Nina was looking out at the ocean, which felt like it had nearly killed them about twenty minutes ago.

“A cooking class. Oaxacan food. David’s grandmother’s recipes. There’s a woman in North Charleston, Senora Morales. Anyway, she teaches out of her home kitchen. She’s from the same region as David’s family. Elena told me about her months ago, and I just kept meaning to sign up, but I never did.”

She paused.

“I was too scared because… Going there felt like admitting I needed to learn the things David already knew, like the recipes he grew up with and the food his grandmother made. He was the one who always cooked that stuff. He was the one who carried on that part of his family, and learning them from a stranger felt like admitting he’s really gone and that somebody else has to teach me now.

Like maybe I didn’t take the time to learn from my soulmate before he was gone. ”

Nobody spoke.

A pelican dove into the surf, and Harper thought of David, who had been exactly that kind of man, all heart, no pretension, bobbing down and getting the fish every time.

“But I promised Lucia,” Nina continued. “I promised her that I would write it all down. David’s recipes, Elena’s recipes, everything. But I can’t write down what I don’t know.” She looked at Claire and then at Harper. “So that’s my pick, if you’ll let me go out of turn.”

Harper reached over and took the thermos from Nina. Not because she wanted a drink, but because she wanted Nina’s hands free so she could hold them.

Harper Ellis, who touched people the way cats touch water, held Nina’s cold, wet hands.

“You don’t need anybody’s permission to go out of turn. It’s your pact, too.”

“We’re there,” Claire said. “You just tell us when. And I think this pact only works if we let each other get what we need out of it. There’s no right way to do it.”

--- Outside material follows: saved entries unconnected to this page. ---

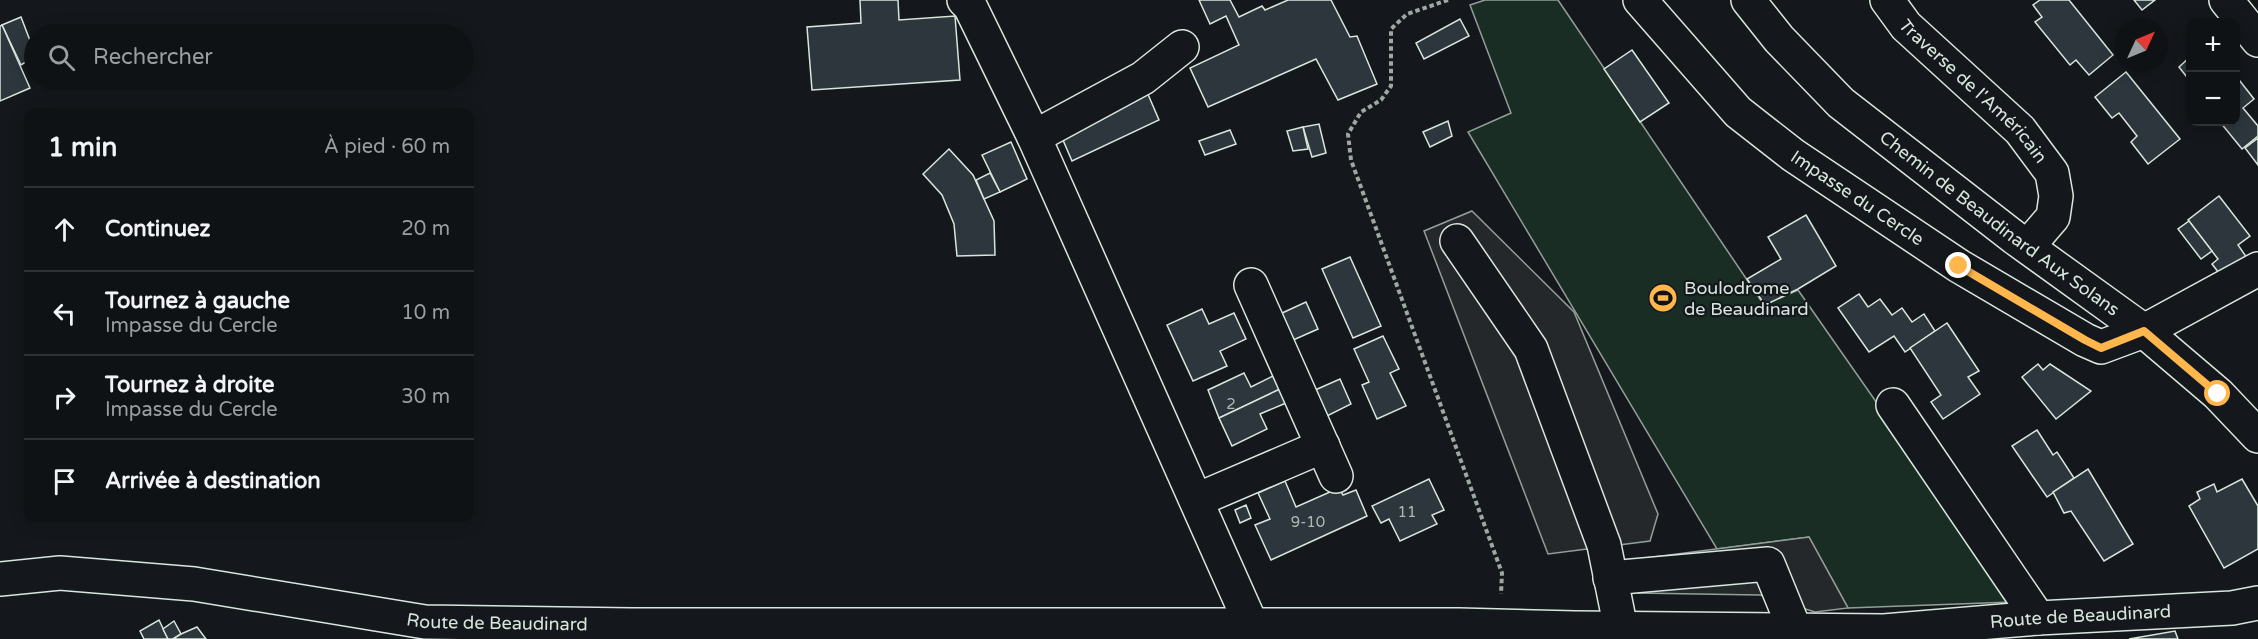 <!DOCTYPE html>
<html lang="fr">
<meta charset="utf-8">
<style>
:root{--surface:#0f1215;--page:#1d2022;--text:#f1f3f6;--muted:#9b9ea0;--line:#2f3234}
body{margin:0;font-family:"Varela Round",sans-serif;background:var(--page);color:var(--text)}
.controls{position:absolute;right:18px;top:18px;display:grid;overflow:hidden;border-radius:12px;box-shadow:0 3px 15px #0003}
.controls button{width:54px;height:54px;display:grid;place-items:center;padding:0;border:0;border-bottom:2px solid var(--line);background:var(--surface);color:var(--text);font:30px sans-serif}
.compass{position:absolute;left:2114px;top:18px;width:54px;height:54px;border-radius:50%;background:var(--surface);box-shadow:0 3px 15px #0003;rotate:46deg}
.stop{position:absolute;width:18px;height:18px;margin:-14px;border:4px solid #ffb74d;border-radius:50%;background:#fff}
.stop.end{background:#ffb74d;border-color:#fff;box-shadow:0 2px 6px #0008}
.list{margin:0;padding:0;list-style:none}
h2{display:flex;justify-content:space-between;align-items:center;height:78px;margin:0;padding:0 24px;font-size:26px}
h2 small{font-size:20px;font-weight:400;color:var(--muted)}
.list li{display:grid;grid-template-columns:39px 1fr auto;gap:18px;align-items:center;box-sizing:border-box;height:84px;padding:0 24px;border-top:2px solid var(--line)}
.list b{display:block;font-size:22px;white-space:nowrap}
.list p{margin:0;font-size:20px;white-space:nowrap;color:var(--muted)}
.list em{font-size:20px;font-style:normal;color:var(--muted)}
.icon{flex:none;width:33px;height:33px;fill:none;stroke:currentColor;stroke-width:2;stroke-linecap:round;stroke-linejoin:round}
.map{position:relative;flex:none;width:2258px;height:639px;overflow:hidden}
.search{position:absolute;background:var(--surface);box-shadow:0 3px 15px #0003;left:24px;top:24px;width:450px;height:66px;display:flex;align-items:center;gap:15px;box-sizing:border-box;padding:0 21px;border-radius:33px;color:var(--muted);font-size:22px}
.panel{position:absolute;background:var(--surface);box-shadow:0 3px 15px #0003;left:24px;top:108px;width:450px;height:414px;border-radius:12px}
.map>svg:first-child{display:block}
.green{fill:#1a2d24;stroke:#939e99;stroke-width:1.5}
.parking{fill:#24282b;stroke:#939e99;stroke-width:1.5}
.building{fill:#2c363c;stroke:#d8e6dc;stroke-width:1.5}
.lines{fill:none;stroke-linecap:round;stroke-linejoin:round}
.minor-casing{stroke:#d8e6dc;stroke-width:36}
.path{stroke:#9da8a2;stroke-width:4;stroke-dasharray:4.5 3;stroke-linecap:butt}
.minor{stroke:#14181c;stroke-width:33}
.route{stroke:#ffb74d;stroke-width:8}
.labels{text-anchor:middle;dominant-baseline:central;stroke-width:4.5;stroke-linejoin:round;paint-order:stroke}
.number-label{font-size:15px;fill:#adbab4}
.street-label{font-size:18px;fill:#d8e6dc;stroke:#14181c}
.poi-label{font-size:18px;fill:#d8e6dc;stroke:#14181c;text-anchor:start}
</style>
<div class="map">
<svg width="2258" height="639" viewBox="0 0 2258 639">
<rect width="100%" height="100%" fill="#14181c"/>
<path class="green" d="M1485 0H1558L1764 305 1798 290 1974 542 2012 602 1848 608 1809 537 1717 549 1468 132 1511 113 1470 5Z"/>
<g class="parking">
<path d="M1472 211 1574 312 1658 514 1650 541 1548 554 1424 231Z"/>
<path d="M1809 537 1848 608 1815 612 1760 595 1637 593 1631 560Z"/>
</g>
<g class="building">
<path d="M860 0H898L899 20 955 16 960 80 812 90 807 27 861 23Z"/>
<path d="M1199 0H1230L1239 17 1262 6 1265 10 1288 0H1331L1350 37 1357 36 1377 84 1338 100 1316 59 1208 107 1190 68 1239 45 1226 16 1210 24Z"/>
<path d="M2040 0H2069L2113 55 2089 75 2076 60 2070 65 2035 22 2042 17 2033 5Z"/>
<path d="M2134 0H2155L2142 10Z"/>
<path d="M21 17 34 51V57L21 65 2 25Z"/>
<path d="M1460 19 1469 36 1424 59 1416 43Z"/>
<path d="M2 25 30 88 0 101V26Z"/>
<path d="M1632 50 1669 103 1640 122 1604 69Z"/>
<path d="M2190 57V81L2179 67Z"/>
<path d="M2126 72 2180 139 2148 164 2131 142 2137 136 2119 113 2112 118 2095 97Z"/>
<path d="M2236 76 2254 99 2243 108 2258 126V136L2242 149 2220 122H2236Z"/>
<path d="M1147 92 1159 120 1072 161 1060 133Z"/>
<path d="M1448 121 1452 136 1430 147 1423 132Z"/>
<path d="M1319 124 1326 153 1312 157 1303 127Z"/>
<path d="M1303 127 1308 149 1293 151 1287 131Z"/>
<path d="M1230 130 1236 144 1205 155 1199 141Z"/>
<path d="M2258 138V165L2245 148Z"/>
<path d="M1011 142 1027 179 1000 192 982 155Z"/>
<path d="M949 149 973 175 994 221 995 255 957 256 954 224 942 195 923 174Z"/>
<path d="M990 173 1000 192 984 199 976 180Z"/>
<path d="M2219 196 2250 236 2238 245 2247 258 2222 277 2212 264 2218 259 2188 220Z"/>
<path d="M1806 215 1836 266 1798 289 1765 305 1747 279 1781 259 1768 237Z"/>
<path d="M2189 221 2212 251 2201 259 2178 229Z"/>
<path d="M1350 257 1381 326 1353 338 1322 269Z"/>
<path d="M1859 294 1868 307 1880 299 1892 315 1902 308 1912 322 1924 314 1935 331 1905 352 1894 336 1869 352 1838 308Z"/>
<path d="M1306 302 1318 329 1291 341 1280 314Z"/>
<path d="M1202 309 1209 324 1234 313 1246 339 1220 351 1227 366 1193 381 1167 325Z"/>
<path d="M1947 323 1979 371 1968 377 1980 394 1943 419 1931 402 1941 395 1910 348Z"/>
<path d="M1383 336 1399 369 1390 373 1406 406 1377 419 1362 385 1369 382 1354 349Z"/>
<path d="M2038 364 2043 370 2050 364 2091 391 2056 419 2022 377Z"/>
<path d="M1244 373 1251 387 1273 376 1280 389 1219 418 1208 390Z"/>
<path d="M1340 379 1351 404 1325 417 1313 391Z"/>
<path d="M1280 389 1286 403 1260 414 1267 429 1232 446 1219 418Z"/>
<path d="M2037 430 2053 455 2057 452 2074 478 2047 497 2012 446Z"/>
<path d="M2088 469 2133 544 2104 561 2071 511 2064 513 2053 492Z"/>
<path d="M1429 479 1444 510 1432 515 1437 524 1400 541 1389 519 1381 523 1372 506Z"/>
<path d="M2242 479 2258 506V549L2224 568 2189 506 2200 499 2197 492 2214 484 2217 492Z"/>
<path d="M1285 481 1296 507 1339 488 1343 495 1356 490 1367 516 1271 560 1255 525 1270 519 1258 493Z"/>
<path d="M1246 505 1251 518 1240 523 1235 510Z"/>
<path d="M159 620 168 639H144L140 631Z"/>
<path d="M174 621 181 634 173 639H168L163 629Z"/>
<path d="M197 627 206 639H173L181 634Z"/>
<path d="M2175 631 2178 639H2129Z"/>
</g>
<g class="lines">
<g class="minor-casing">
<g id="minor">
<path d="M964 0 970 6 1034 137 1251 624"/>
<path id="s1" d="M1640 0 1738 112 1793 155 1959 266 2085 340 2101 347 2144 331 2258 269"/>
<path id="s2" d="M1748 0 1779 39 1841 103 2015 238 2144 331 2218 394 2258 436"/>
<path id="s3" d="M1887 0 1906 26 2020 130 2052 173 2056 196 2053 217 2028 246"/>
<path d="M2226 0 2258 40"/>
<path d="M1034 137 1143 78 1182 47"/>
<path d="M1457 241 1531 349 1604 545 1621 629"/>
<path d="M1251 285 1336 476"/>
<path d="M1893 405 2038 618"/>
<path d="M1197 500 1323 446"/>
<path d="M1610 578 1768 564 1795 630"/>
<path id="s4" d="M0 579 60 573 194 584 425 622 631 625H1459L1575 628 1884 631 2038 618 2232 608 2258 603"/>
</g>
</g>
<path class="path" d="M1448 0 1407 14 1391 29V86L1381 100 1361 112 1348 134 1351 160 1502 573 1501 594"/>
<use href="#minor" class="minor"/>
</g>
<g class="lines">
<path class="route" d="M1959 266 2085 340 2101 348 2144 331 2218 394"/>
</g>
<defs>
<g id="stadium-disc" transform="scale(1.5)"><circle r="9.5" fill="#ffb74d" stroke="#14181c"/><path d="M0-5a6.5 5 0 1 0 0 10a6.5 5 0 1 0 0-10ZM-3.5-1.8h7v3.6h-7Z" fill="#111"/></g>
</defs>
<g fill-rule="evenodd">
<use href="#stadium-disc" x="1663" y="298"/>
</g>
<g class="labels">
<g class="number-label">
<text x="1231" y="404">2</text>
<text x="1407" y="512">11</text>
<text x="1308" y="522">9-10</text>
</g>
<g class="street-label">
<text stroke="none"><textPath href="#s3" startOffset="126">Traverse de l'Américain</textPath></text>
<text stroke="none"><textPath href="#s1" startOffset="296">Impasse du Cercle</textPath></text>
<text stroke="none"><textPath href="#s2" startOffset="338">Chemin de Beaudinard Aux Solans</textPath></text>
<text stroke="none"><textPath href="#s4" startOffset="2085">Route de Beaudinard</textPath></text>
<text stroke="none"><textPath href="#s4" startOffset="501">Route de Beaudinard</textPath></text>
</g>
<g class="poi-label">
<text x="1684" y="288">Boulodrome<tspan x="1684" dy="21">de Beaudinard</tspan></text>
</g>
</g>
</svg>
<div class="controls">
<button>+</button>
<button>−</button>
</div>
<svg class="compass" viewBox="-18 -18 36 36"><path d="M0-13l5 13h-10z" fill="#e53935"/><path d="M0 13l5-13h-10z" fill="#9b9ea0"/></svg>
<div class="stop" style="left:2218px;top:394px"></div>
<div class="stop end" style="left:1959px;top:266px"></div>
<div class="search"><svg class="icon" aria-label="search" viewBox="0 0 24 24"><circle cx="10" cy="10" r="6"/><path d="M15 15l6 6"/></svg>Rechercher</div>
<section class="panel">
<h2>1 min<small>À pied · 60 m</small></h2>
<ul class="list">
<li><svg class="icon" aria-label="ahead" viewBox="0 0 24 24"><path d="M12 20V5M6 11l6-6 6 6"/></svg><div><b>Continuez</b></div><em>20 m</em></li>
<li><svg class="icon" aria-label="left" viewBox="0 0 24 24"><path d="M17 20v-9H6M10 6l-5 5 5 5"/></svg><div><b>Tournez à gauche</b><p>Impasse du Cercle</p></div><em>10 m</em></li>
<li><svg class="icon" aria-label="right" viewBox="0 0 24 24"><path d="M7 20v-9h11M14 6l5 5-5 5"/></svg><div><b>Tournez à droite</b><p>Impasse du Cercle</p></div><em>30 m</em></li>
<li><svg class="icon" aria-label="arrive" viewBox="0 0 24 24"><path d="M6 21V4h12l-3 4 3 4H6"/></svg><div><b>Arrivée à destination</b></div></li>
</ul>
</section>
</div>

“Did Claire Morrison just say there’s no right way to do something?” Harper said, smiling.

“Don’t tell anybody I said that. Also,” Claire said, “I cannot cook Oaxacan food. I burn rice. I will be the worst student Senora Morales has ever had in her kitchen.”

“That’s fine,” Nina said. “I think that’s part of the adventure.”

“Burning rice is not an adventure. It’s a fire hazard.” Harper smiled.

She looked at her two best friends, each of them wrapped in towels and shivering in a parking lot. But she could feel something changing inside of her.

She picked up her phone under the towel where nobody could see and listened to Jordan’s message. His voice was the same, warm and unhurried, the voice of a man who never rushed through anything.

“Hey, Harper, it’s me. Listen, I know it’s been a while. I just wanted to say a belated happy birthday. I know I’m really late. I hope fifty is treating you well.”

Then a pause.

There was a sound in the background, maybe a saw or a sander.

“I think about you sometimes. I hope that’s okay. Anyway, you know where to find me.”

Harper listened to it twice and then tucked her phone back under the towel. She pulled her towel tighter around her shoulders and watched the sun finish rising.

She didn’t call him back, not yet. But not yet was different from never.